Depressione: siti web, applicazioni e corsi online per prevenirla

La depressione è così diffusa che è tempo di investire nella prevenzione e nel trattamento, e la salute mentale nelle donne in gravidanza e nelle neomamme è un buon punto di partenza, sostiene Ricardo Muñoz in un commento pubblicato nei giorni scorsi sulla rivista Nature. Nell’articolo, chiede interventi che potrebbero essere creati per essere fruibili online.

I trattamenti preventivi per la depressione

Negli ultimi tre decenni, i risultati di molti trial clinici hanno portato una crescente evidenza sull’efficacia degli interventi preventivi, basati sia sulla terapia comportamentale interpersonale, sia sulla terapia cognitiva, nell’affrontare la depressione.

A settembre, la US National Academies of Sciences e la Engineering and Medicine (NASEM) hanno invitato educatori, politici e molti altri gruppi a utilizzare tali approcci, oltre agli altri, per prevenire i disturbi mentali in modo più ampio e per promuovere uno sviluppo mentale, emotivo e comportamentale sano nelle persone con meno di 25 anni.

Muñoz è stato membro dei comitati che avevano preparato questo Consensus Study Report e altri due precedenti del NASEM sullo stesso argomento.

Una migliore salute mentale materna

Interventi basati sull’evidenza per prevenire la depressione nelle donne in gravidanza e nelle neomamme “potrebbero avere un impatto tra le generazioni” sostiene Muñoz. Sottolinea che “una migliore salute mentale materna è legata allo sviluppo più sano dei bambini”. L’implementazione di interventi preventivi basati sulle evidenze, fruibili da milioni di persone, richiederà massive open online courses, corsi che vengono offerti gratuitamente su Internet.

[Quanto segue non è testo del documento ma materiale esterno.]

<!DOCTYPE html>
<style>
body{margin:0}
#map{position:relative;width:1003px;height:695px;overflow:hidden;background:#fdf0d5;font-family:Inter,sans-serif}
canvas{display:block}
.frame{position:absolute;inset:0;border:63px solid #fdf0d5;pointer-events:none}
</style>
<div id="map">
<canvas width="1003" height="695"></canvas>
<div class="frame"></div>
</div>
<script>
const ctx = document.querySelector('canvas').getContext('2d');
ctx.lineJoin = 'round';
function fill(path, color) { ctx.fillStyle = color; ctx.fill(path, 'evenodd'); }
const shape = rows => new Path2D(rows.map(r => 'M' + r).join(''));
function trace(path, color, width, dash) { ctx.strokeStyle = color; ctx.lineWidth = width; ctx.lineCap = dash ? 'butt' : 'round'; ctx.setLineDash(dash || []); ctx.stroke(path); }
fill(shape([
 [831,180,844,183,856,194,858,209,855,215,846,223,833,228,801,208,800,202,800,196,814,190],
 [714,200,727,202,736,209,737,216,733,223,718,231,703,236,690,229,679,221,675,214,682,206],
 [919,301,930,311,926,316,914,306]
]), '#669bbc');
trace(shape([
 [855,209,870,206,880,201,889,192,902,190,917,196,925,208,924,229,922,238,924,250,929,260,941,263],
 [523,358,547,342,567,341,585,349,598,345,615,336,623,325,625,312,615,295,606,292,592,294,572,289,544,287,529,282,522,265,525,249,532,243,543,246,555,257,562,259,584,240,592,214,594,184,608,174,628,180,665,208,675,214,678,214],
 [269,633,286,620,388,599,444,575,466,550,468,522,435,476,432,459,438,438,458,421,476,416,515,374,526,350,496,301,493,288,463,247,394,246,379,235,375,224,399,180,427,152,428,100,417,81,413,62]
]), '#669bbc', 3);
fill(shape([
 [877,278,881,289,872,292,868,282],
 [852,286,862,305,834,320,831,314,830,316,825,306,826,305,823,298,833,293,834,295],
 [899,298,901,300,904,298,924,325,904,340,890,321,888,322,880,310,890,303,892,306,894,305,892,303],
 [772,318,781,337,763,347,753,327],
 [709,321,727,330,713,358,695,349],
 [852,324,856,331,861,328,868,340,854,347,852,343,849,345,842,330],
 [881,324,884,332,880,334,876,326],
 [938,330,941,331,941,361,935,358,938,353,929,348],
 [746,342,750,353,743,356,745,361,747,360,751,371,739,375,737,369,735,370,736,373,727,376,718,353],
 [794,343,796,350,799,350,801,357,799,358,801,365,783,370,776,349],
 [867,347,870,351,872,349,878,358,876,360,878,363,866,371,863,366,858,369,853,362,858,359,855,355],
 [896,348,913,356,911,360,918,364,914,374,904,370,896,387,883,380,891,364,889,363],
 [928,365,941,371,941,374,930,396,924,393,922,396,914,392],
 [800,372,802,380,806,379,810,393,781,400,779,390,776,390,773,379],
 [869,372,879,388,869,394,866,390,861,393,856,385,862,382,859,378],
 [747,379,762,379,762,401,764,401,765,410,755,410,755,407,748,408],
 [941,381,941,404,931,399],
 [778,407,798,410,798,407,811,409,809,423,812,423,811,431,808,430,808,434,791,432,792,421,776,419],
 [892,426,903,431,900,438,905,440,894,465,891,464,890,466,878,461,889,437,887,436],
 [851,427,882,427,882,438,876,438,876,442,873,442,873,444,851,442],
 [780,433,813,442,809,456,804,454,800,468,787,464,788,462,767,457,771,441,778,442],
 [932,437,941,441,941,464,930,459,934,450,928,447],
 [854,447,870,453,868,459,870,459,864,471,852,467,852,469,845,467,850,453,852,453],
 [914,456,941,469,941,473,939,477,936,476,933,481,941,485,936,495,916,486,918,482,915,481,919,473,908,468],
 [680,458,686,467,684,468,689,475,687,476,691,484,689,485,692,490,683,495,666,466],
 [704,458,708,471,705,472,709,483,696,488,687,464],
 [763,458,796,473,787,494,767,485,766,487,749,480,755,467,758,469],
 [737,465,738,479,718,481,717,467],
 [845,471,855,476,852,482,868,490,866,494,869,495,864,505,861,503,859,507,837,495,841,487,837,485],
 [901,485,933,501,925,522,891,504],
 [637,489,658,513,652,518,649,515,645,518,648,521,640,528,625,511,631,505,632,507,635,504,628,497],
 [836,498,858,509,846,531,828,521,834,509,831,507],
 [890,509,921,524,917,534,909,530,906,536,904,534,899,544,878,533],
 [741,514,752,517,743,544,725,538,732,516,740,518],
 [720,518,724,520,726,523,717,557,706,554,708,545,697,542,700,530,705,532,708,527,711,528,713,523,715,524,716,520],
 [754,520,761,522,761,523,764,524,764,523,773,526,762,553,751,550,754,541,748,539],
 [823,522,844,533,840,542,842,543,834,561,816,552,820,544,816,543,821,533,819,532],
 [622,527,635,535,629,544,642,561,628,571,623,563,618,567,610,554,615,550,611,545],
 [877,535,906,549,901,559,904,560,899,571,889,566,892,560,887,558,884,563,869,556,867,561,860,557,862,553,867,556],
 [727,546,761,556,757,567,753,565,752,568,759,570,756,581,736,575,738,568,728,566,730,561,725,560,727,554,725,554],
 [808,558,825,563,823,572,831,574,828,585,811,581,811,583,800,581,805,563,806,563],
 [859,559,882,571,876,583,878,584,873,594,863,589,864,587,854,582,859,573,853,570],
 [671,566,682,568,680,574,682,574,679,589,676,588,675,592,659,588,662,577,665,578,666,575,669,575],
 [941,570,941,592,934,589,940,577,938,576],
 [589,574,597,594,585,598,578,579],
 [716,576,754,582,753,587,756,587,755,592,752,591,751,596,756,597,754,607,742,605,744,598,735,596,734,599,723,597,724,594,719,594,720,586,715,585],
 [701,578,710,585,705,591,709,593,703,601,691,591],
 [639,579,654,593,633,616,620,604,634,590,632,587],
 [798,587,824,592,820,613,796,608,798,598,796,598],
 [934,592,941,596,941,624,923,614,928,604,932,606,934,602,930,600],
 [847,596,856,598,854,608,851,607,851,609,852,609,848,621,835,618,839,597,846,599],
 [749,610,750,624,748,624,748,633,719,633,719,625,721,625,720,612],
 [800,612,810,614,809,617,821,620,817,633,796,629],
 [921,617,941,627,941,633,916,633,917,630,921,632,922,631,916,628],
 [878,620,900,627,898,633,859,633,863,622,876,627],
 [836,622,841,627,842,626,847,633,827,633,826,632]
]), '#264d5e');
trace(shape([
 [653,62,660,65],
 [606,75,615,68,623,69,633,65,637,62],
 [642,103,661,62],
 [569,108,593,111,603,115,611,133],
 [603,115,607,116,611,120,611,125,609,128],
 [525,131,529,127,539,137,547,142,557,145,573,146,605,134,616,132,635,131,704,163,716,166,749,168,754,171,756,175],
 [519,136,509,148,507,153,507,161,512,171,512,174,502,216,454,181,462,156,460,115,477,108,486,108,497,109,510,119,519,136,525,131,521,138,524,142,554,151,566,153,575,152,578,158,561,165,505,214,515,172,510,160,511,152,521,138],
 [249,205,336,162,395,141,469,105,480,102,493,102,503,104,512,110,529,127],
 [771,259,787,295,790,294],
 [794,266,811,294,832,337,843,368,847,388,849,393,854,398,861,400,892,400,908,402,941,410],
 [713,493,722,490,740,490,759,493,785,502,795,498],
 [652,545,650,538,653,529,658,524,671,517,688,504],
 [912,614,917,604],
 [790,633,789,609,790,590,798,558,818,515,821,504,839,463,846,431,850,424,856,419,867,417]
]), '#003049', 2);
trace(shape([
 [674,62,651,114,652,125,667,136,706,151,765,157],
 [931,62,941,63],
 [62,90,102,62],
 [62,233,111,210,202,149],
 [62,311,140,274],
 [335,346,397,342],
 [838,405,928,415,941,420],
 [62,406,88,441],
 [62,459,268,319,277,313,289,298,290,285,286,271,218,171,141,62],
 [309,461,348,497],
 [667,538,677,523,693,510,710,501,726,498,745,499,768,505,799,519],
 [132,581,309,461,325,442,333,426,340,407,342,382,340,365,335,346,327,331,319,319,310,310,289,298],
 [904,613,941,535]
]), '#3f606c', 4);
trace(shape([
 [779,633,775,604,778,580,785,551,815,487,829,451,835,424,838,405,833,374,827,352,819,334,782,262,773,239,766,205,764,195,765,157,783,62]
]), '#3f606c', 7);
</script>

Interventi di questo tipo, articolati con siti Web, app e interventi testuali, potrebbero essere molto utili anche per altri gruppi ad alto rischio di depressione, come gli adolescenti. Nel suo commento, Muñoz spiega anche il modo in cui questi massive open online courses dovrebbero funzionare.

“Abbiamo le conoscenze e gli strumenti per creare un mondo in cui sempre meno persone sperimentano depressione clinica e altri disturbi mentali”, conclude Muñoz. “Iniziamo a crearlo.”